El artículo «Ni manager, ni contribuidor individual…» de Nicolas Martignole explora la evolución de las trayectorias profesionales de los desarrolladores en 2025, en particular con el auge de la inteligencia artificial. Tradicionalmente, los desarrolladores elegían entre convertirse en manager o en contribuidor individual, pero la IA está transformando estos roles. El autor propone tres trayectorias distintas: «Orquestador de IA», «Artesano Aumentado» y «Filósofo del Código».
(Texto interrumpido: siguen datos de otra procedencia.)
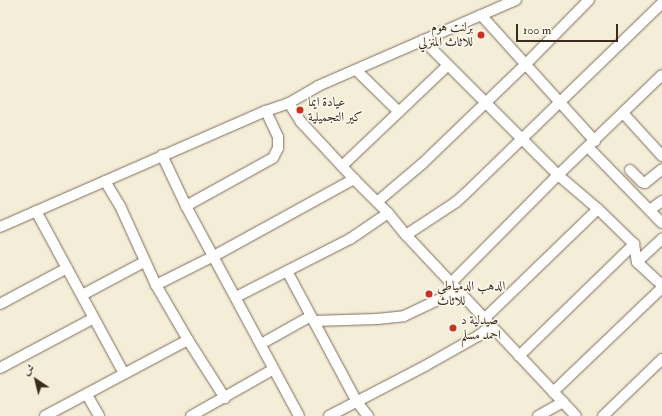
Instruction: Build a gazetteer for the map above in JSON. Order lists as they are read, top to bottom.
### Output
{
  "places": [
    "برلنت هوم للاثاث المنزلي",
    "عيادة ايما كير التجميلية",
    "الدهب الدمياطي للاثاث",
    "صيدلية د احمد مسلم"
  ],
  "scale_bar": "100 m",
  "north": "top left"
}
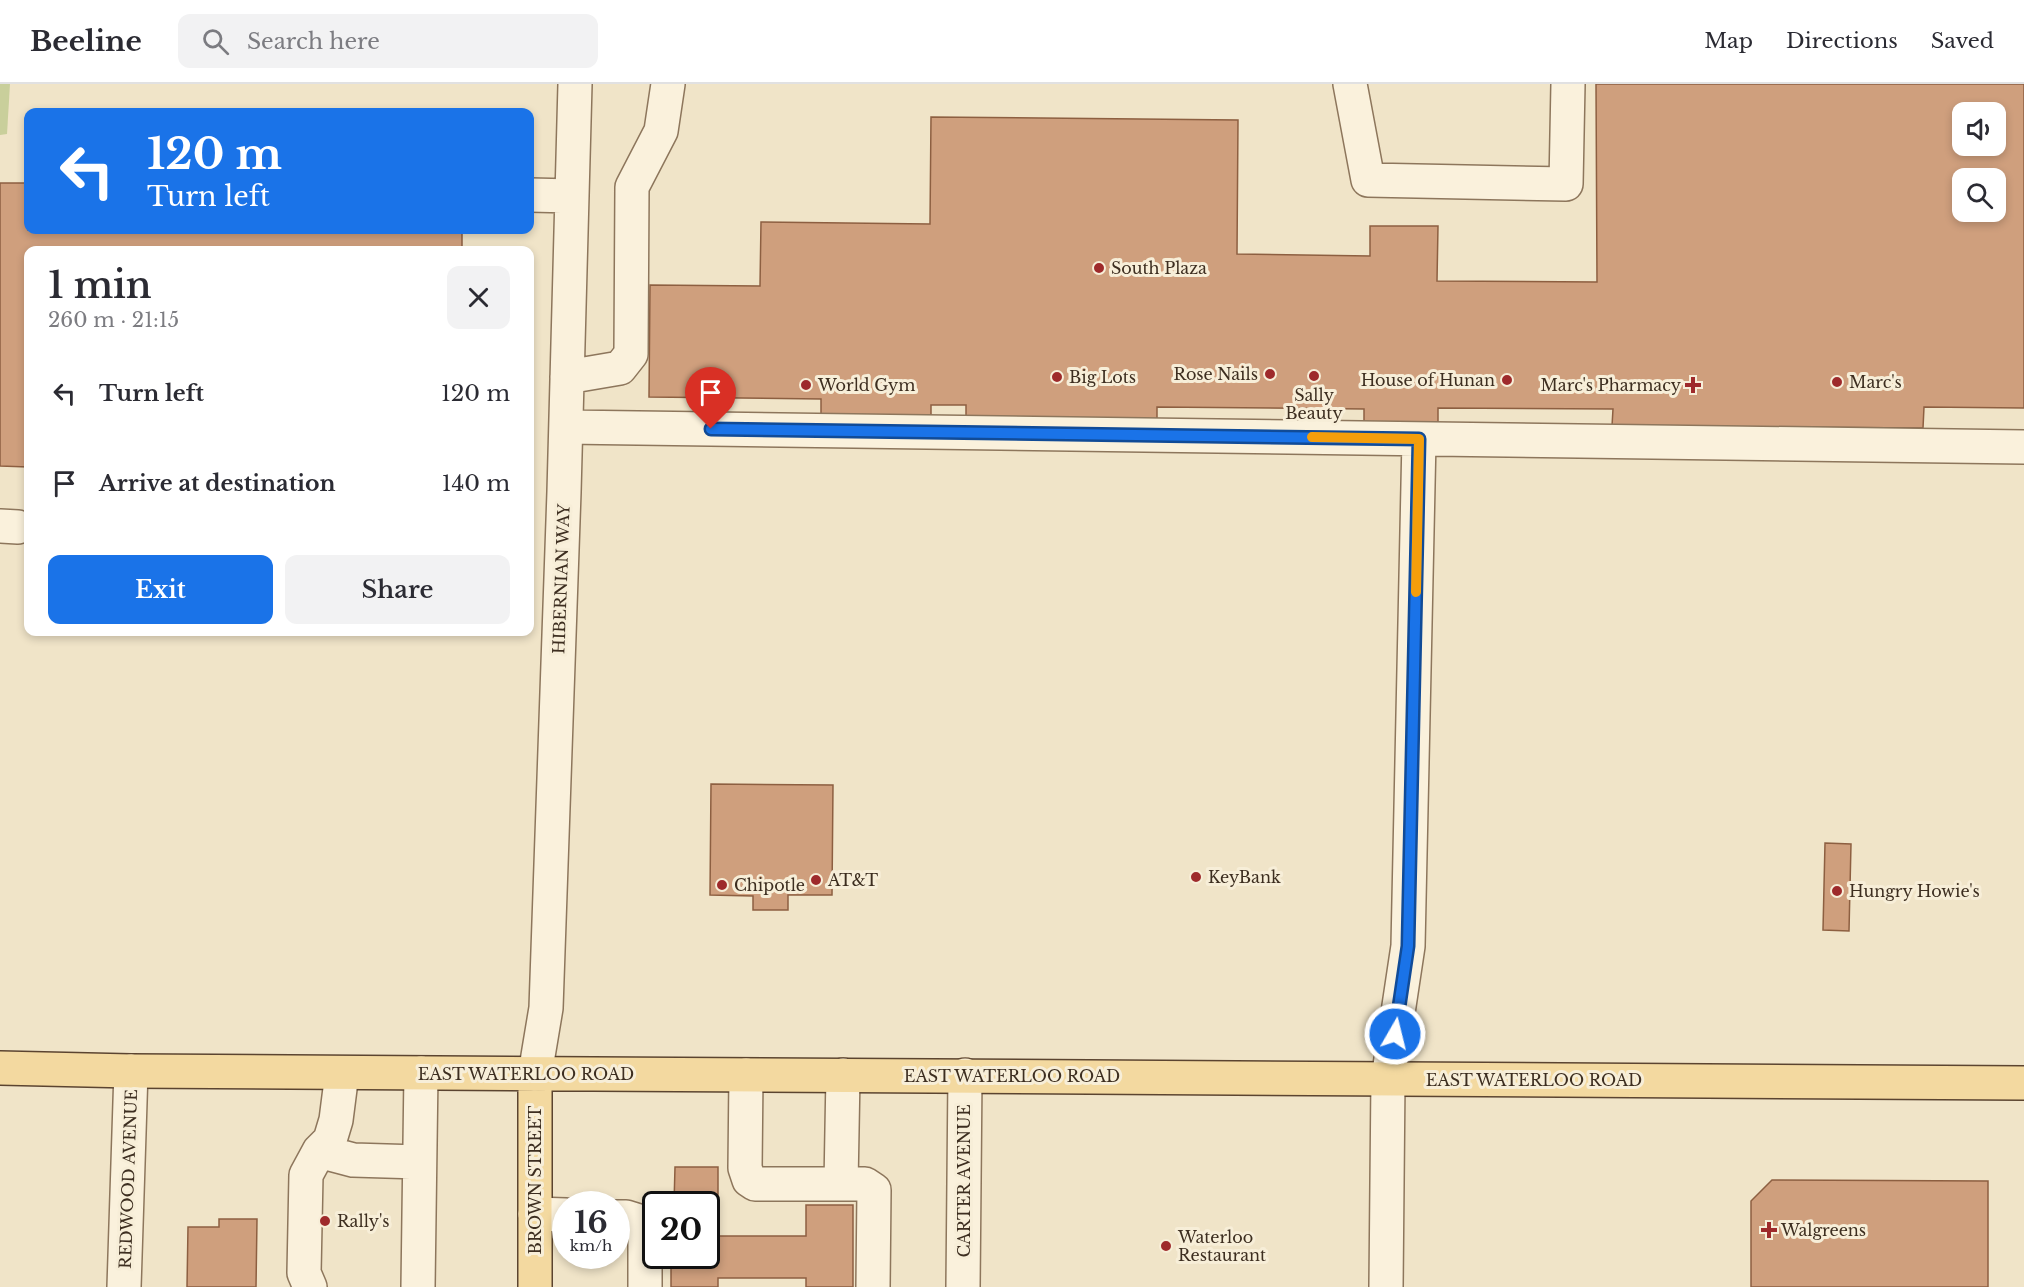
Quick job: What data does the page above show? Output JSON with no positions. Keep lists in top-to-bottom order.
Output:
{
  "streets": {
    "main road": ["EAST WATERLOO ROAD", "BROWN STREET"],
    "street": ["HIBERNIAN WAY", "REDWOOD AVENUE", "CARTER AVENUE"]
  },
  "crossings": [
    ["HIBERNIAN WAY", "EAST WATERLOO ROAD"],
    ["HIBERNIAN WAY", "BROWN STREET"],
    ["EAST WATERLOO ROAD", "REDWOOD AVENUE"],
    ["EAST WATERLOO ROAD", "BROWN STREET"],
    ["EAST WATERLOO ROAD", "CARTER AVENUE"]
  ],
  "places": {
    "other": [
      "South Plaza",
      "Rose Nails",
      "Sally Beauty",
      "Big Lots",
      "House of Hunan",
      "Marc's",
      "World Gym",
      "KeyBank",
      "AT&T",
      "Chipotle",
      "Hungry Howie's",
      "Rally's",
      "Waterloo Restaurant"
    ],
    "health": ["Marc's Pharmacy", "Walgreens"]
  },
  "page": {
    "header": "Beeline",
    "search": "Search here",
    "nav": ["Map", "Directions", "Saved"],
    "turn": ["120 m", "Turn left"],
    "heading": ["1 min", "260 m · 21:15"],
    "list": [
      {
        "name": "Turn left",
        "value": "120 m"
      },
      {
        "name": "Arrive at destination",
        "value": "140 m"
      }
    ],
    "buttons": ["Exit", "Share"],
    "speed": "16 km/h",
    "limit": "20"
  }
}
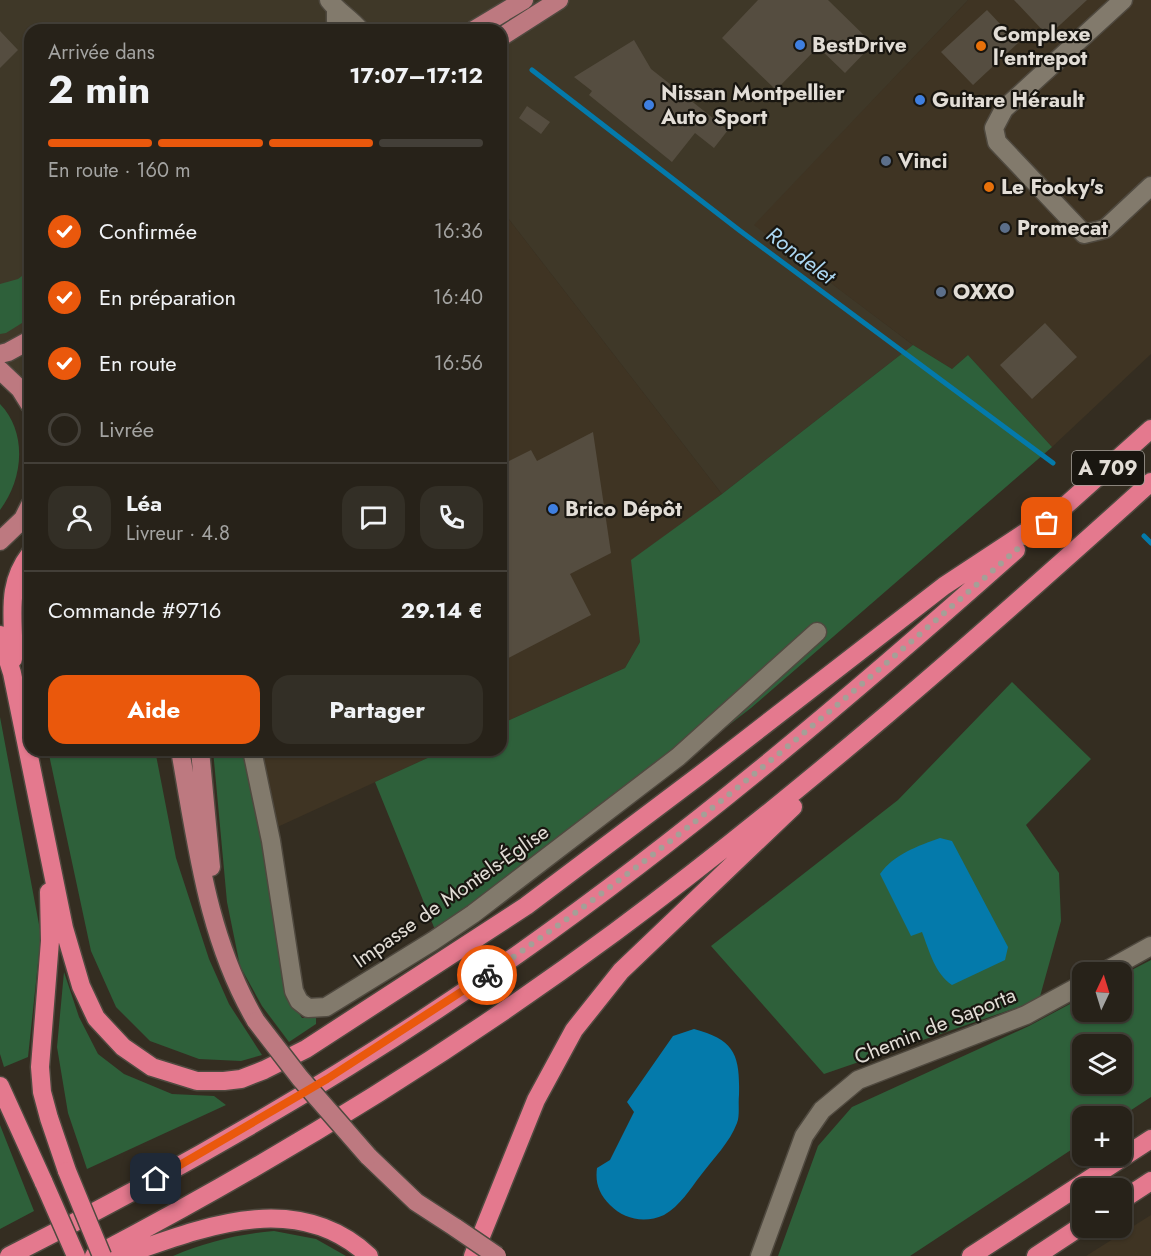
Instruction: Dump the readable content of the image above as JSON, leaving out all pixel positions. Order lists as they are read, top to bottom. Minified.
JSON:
{"streets":{"highway":["A 709"],"street":["Impasse de Montels-Église","Chemin de Saporta"]},"water":["Rondelet"],"places":["BestDrive","Complexe l'entrepot","Guitare Hérault","Nissan Montpellier Auto Sport","Vinci","Le Fooky's","Promecat","OXXO","Brico Dépôt"],"north":"top","page":{"heading":["2 min","Arrivée dans","17:07–17:12"],"panel":["Léa","Livreur · 4.8","Commande #9716","29.14 €"],"bar":"En route · 160 m","list":[["Confirmée","16:36"],["En préparation","16:40"],["En route","16:56"],"Livrée"],"buttons":["Aide","Partager"],"map_buttons":["+","−"]}}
Orquestador de IA: gestionar un ejército de IAs

Ni manager, ni contribuidor individual…

Nicolas Martignole , touilleur-express.fr

El Orquestador de IA (antes gestión técnica) gestiona un «ejército de IAs» en lugar de personas. Este rol implica definir arquitecturas de implementación de IA, validar los resultados generados por la IA, arbitrar conflictos entre distintas herramientas de IA y formar a los juniors para que las utilicen de forma eficaz. Requiere una visión de conjunto, competencias en prompt engineering, una paciencia infinita para depurar las alucinaciones de la IA y el criterio necesario para saber cuándo rechazar las sugerencias de la IA. Aunque ahorra tiempo en tareas administrativas, introduce nuevas cargas cognitivas relacionadas con el arbitraje entre desarrolladores humanos e IA.

Artesano Aumentado: manos en el código, aumentado

El Artesano Aumentado (antes contribuidor individual) mantiene las manos en el código, pero utiliza potentes herramientas de IA para aumentar la productividad. Codifica mucho más rápido, resuelve problemas complejos que superan las capacidades actuales de la IA, crea patrones que la IA puede seguir y mantiene la excelencia técnica en un mundo donde la mayor parte del código es generado por IA. Esta trayectoria conviene a quienes disfrutan creando y poseen una sólida experiencia técnica, una mentalidad de aprendizaje constante, pensamiento crítico y la humildad de aceptar que un junior con IA a veces puede codificar más rápido.

Carga Cognitiva 2.0: el peso de la validación

El artículo destaca un desafío importante común a ambas trayectorias: la «Carga Cognitiva 2.0», es decir, la carga cognitiva de la validación. Esto incluye verificar el código generado por IA en busca de fallos de seguridad, comprender el código generado, explicar los problemas relacionados con la IA y gestionar la ansiedad de no comprender del todo la propia base de código. Esta nueva carga se suma a las cargas cognitivas intrínseca (aprender las herramientas de IA), extrínseca (gestionar las notificaciones de la IA) y relevante (mantener la visión de conjunto).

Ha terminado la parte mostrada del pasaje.